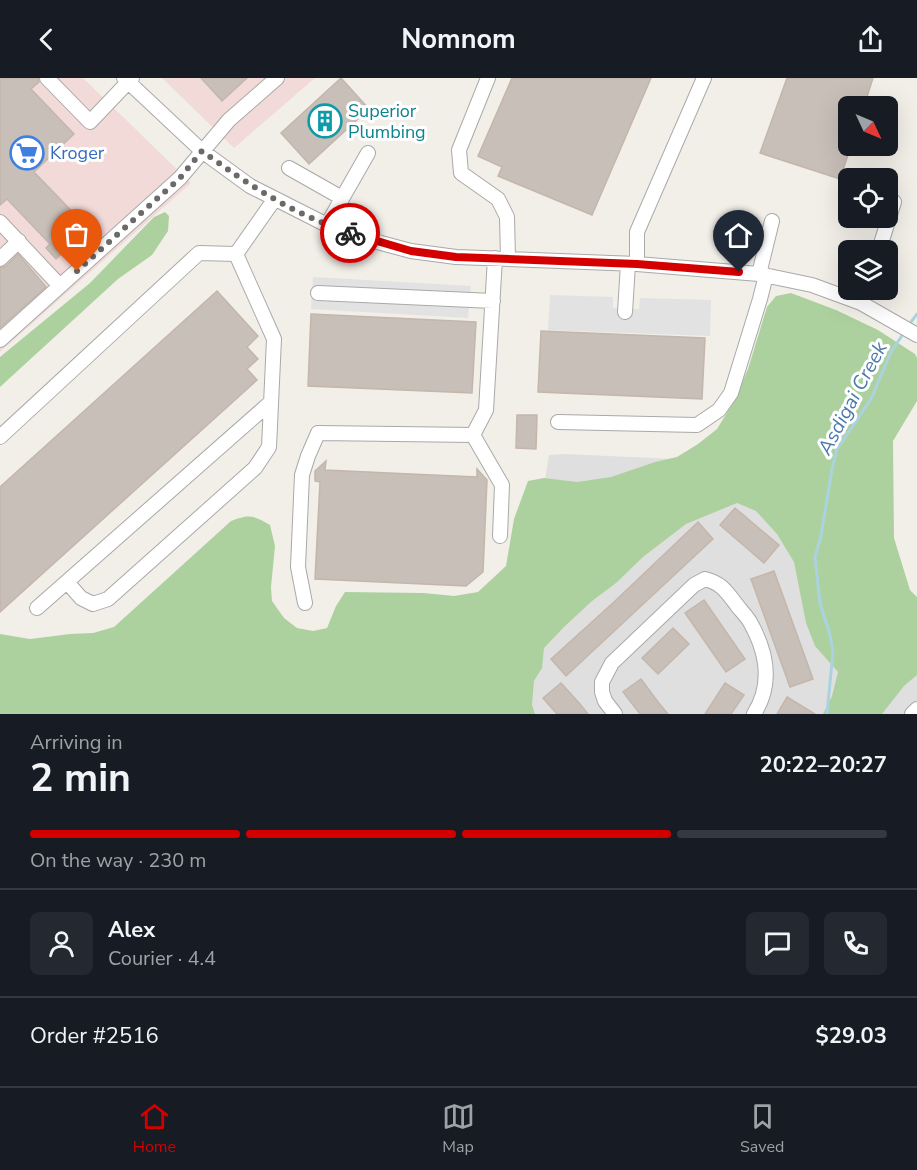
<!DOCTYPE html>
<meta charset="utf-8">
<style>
:root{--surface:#171b24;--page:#242831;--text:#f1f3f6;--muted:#9ea1a6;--line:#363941;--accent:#d40000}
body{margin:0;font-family:"Nunito Sans",sans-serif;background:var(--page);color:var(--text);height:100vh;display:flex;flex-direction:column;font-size:22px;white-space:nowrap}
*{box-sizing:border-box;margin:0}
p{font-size:20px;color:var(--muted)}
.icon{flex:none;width:33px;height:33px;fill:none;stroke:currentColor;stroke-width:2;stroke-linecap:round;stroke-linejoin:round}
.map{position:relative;height:636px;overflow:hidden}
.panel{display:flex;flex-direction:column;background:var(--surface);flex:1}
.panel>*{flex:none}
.needle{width:39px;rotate:134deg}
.buttons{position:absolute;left:838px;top:18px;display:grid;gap:12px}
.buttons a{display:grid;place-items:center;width:60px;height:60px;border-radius:9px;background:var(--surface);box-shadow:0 6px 24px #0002;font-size:30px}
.pin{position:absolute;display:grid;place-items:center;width:51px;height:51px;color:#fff;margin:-62px -26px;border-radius:50% 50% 50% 0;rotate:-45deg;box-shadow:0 0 6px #0007}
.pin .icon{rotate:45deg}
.courier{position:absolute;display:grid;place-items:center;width:60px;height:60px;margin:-30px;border:4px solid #d40000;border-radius:50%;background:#fff;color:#222;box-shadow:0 2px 8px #0007}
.headline em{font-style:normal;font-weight:700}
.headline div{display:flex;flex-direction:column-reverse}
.headline{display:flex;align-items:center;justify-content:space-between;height:102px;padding:0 30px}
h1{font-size:39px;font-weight:700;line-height:45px}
.bar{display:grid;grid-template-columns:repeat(4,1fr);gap:9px 6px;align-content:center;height:72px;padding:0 30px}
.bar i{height:8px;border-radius:4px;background:var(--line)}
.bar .selected{background:var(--accent)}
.bar p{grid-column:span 4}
.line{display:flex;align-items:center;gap:15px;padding:0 30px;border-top:2px solid var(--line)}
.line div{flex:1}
.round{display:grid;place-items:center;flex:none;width:63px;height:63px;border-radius:9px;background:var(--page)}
header{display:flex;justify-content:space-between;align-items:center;height:78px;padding:0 30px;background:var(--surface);font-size:27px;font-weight:700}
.tab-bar{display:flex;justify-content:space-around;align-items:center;height:84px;border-top:2px solid var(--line);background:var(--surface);font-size:16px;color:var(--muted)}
.tab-bar a{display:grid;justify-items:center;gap:3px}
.tab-bar .selected{color:var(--accent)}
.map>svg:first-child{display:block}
.residential{fill:#e0dfdf}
.commercial{fill:#f2dad9}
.forest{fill:#add19e}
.parking{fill:#e2e2e2}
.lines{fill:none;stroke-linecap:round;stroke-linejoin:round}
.stream{stroke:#aad3df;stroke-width:3}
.building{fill:#c7bfb8;stroke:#c4b6ab;stroke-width:1.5}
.minor-casing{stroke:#a9a9a9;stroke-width:16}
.minor{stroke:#fff;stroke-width:14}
.done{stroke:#6b6a68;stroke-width:6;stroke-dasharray:0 10.8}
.route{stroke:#d40000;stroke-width:8}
.labels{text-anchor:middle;stroke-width:6;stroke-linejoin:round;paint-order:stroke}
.culture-label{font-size:18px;fill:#0d838f;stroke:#fff;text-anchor:start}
.shop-label{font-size:18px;fill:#366cbe;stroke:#fff;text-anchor:start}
.water-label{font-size:20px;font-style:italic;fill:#4a7aab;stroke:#fff}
</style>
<header><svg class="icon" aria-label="back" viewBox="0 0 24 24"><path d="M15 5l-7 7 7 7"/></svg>Nomnom<svg class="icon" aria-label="share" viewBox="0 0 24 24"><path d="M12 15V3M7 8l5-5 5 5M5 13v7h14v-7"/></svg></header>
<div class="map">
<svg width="917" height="636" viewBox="0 0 917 636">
<rect width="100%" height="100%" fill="#f2efe9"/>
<!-- residential -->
<path class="residential" d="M566,376L717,383L917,589V636H507L549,377Z"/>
<!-- commercial -->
<path class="commercial" d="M0,0H83L191,105L0,274Z
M162,0H315L234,70Z"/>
<!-- forest -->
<path class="forest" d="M165,134L169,138L168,153L152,177L118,201L0,309V279L90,205L154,139Z
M791,215L836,232L878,252L915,276L917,280V323L893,363L894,460L910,512L917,519V597L904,608L882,636H823L832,618L838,594L815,568L806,545L794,484L777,456L756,433L737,425L686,446L643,479L616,505L592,523L564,549L544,570L542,590L534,603L532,627L535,636H0V556L30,561L70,556L93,555L114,549L231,443C249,436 253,437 270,447L275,468L271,509L272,523L284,540L297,550L313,553L327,550L336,528L345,514L424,515L454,518L478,514L506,488L514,441L528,403L544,400L577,404L611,399L655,384L677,379L698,366L717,351L733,325L748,291L767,229L776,218Z"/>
<!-- parking -->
<path class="parking" d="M313,199L471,208L468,240L311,231Z
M550,217L613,219V230L639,231L640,220L711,222L710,258L548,252Z"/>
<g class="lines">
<!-- stream -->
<path class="stream" d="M908,248L917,236
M827,636L833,574L830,557L820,525L815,479L821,458L832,391L837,371L871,321L891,274L905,253"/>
</g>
<!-- building -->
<path class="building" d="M0,0H38L39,4L31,11L74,56L34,94L88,150L56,181L46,170L50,166L7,121L0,127Z
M201,0H247L222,23Z
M341,0L369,31L309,86L281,55Z
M512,0H651L592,137L498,98L502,89L478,78Z
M787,0H873L864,28H849V68H851L840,101L760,75Z
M18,176L46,209L0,250V190L6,188Z
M217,213L258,258L247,269L258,281L247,291L257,302L0,534V409Z
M311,236L476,244L472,315L308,308Z
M541,253L705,260L702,321L538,314Z
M517,337H537L536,371L516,370Z
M326,383L325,392L411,396L477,399V391L487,402L483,494L466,508L315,501L320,404L315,403V393Z
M735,430L779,467L764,485L720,447Z
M698,444L713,461L566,598L551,581L614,524Z
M774,493L813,601L790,609L751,501Z
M704,522L745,581L726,594L685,535Z
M673,550L689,566L658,596L642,580Z
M641,601L658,624L668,636H640L623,614Z
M561,605L580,626L588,636H557L543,620Z
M725,605L744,617L731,636H705Z
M787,619L815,636H777Z"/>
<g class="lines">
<defs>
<path id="minor" d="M47,0L90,44L132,0
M124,0L202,73L250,108L327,147L381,165L411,173L456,179L637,186L759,196L812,207L861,225L917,257
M488,0L459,72L461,95L498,121L507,139L508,180
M289,90L342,120
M0,144L60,208L180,100L229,42L277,0
M327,147L368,75
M879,172L894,124
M236,176L274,122
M0,181L19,163
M637,186V154L704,0
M759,196L772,143
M318,215L493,223
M625,234L628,186
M0,262L60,208
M558,344L697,347L719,332L731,315L760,221L766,197
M473,357L502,407L500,458
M0,359L199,175L236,176
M67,504L81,520L93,526L108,521L255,390L269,369L274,261L236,176
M305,525L298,489L302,397L308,378L318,355L473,357L486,332L495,180
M37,530L271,324
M615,636L605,623L602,614V604L612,585L694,507L705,501C721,505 726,513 736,526C740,532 746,537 750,544C767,574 773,606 754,636
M912,636L917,631"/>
</defs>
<!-- minor casing -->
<use href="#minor" class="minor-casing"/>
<!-- minor -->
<use href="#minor" class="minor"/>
</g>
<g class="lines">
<!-- done -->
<path class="done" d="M77,193L180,100L202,73C250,108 293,136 350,155"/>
<!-- route -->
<path class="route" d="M350,155L411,173L456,179L637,186L739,194"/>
</g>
<!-- icons -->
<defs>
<symbol id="building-ring" viewBox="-11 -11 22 22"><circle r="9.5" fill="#fff" stroke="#0f9aa8" stroke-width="1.5"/><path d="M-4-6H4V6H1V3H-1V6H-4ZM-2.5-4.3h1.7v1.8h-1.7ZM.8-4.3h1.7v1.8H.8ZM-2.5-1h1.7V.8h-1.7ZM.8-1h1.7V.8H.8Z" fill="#0f9aa8"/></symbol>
<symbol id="supermarket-ring" viewBox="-11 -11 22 22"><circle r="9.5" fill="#fff" stroke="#3f7fe0" stroke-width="1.5"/><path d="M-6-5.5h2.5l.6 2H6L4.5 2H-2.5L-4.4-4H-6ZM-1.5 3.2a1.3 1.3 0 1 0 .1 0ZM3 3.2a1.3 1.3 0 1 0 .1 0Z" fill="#3f7fe0"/></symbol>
</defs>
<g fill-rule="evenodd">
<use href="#building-ring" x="306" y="24" width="38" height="38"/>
<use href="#supermarket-ring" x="8" y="56" width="38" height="38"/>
</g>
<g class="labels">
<!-- culture labels -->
<g class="culture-label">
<text x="348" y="39">Superior<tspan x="348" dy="21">Plumbing</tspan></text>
</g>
<!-- shop labels -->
<g class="shop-label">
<text x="50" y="81">Kroger</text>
</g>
<!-- water labels -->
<g class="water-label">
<text transform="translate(852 320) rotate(-62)" y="7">Asdigai Creek</text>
</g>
</g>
</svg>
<div class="buttons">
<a><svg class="needle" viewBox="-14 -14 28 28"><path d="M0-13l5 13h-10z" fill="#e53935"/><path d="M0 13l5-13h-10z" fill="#9ea1a6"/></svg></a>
<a><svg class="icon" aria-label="locate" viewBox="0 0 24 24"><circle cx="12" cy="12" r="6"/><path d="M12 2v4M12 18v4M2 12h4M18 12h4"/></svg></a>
<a><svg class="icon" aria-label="layers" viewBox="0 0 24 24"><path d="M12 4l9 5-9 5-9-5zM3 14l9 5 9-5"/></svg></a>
</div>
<div class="pin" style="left:77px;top:193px;background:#ea580c"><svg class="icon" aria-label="bag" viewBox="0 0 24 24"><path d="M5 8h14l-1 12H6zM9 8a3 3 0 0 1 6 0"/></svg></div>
<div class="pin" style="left:739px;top:194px;background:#1f2937"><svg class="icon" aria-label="home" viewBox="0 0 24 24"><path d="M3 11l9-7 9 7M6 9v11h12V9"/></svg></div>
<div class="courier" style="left:350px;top:155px"><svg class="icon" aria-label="bike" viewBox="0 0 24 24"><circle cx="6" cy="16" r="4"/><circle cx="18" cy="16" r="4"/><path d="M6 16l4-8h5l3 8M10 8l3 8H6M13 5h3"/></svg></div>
</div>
<section class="panel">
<div class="headline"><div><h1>2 min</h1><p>Arriving in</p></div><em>20:22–20:27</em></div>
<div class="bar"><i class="selected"></i><i class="selected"></i><i class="selected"></i><i></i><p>On the way · 230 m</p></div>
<div class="line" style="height:108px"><a class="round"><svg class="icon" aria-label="person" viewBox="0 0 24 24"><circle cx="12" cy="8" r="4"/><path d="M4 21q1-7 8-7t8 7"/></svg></a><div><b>Alex</b><p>Courier · 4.4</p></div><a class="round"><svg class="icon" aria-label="chat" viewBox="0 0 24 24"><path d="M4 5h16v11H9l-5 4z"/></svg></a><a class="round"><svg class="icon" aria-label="phone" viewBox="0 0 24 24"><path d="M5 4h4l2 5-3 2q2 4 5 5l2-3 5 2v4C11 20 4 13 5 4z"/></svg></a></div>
<div class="line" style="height:78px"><div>Order #2516</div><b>$29.03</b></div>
</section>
<nav class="tab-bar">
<a class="selected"><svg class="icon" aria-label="home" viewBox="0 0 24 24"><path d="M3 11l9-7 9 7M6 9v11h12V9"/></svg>Home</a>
<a><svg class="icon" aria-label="map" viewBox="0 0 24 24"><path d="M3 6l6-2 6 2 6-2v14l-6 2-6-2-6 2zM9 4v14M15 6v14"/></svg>Map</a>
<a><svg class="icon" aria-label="saved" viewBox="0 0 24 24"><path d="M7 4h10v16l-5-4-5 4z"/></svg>Saved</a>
</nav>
::::
» **Instructions to follow**: Every line containing the word "direction" should be copied from the material.

» **Result of the task**:
body{margin:0;font-family:"Nunito Sans",sans-serif;background:var(--page);color:var(--text);height:100vh;display:flex;flex-direction:column;font-size:22px;white-space:nowrap}
.panel{display:flex;flex-direction:column;background:var(--surface);flex:1}
.headline div{display:flex;flex-direction:column-reverse}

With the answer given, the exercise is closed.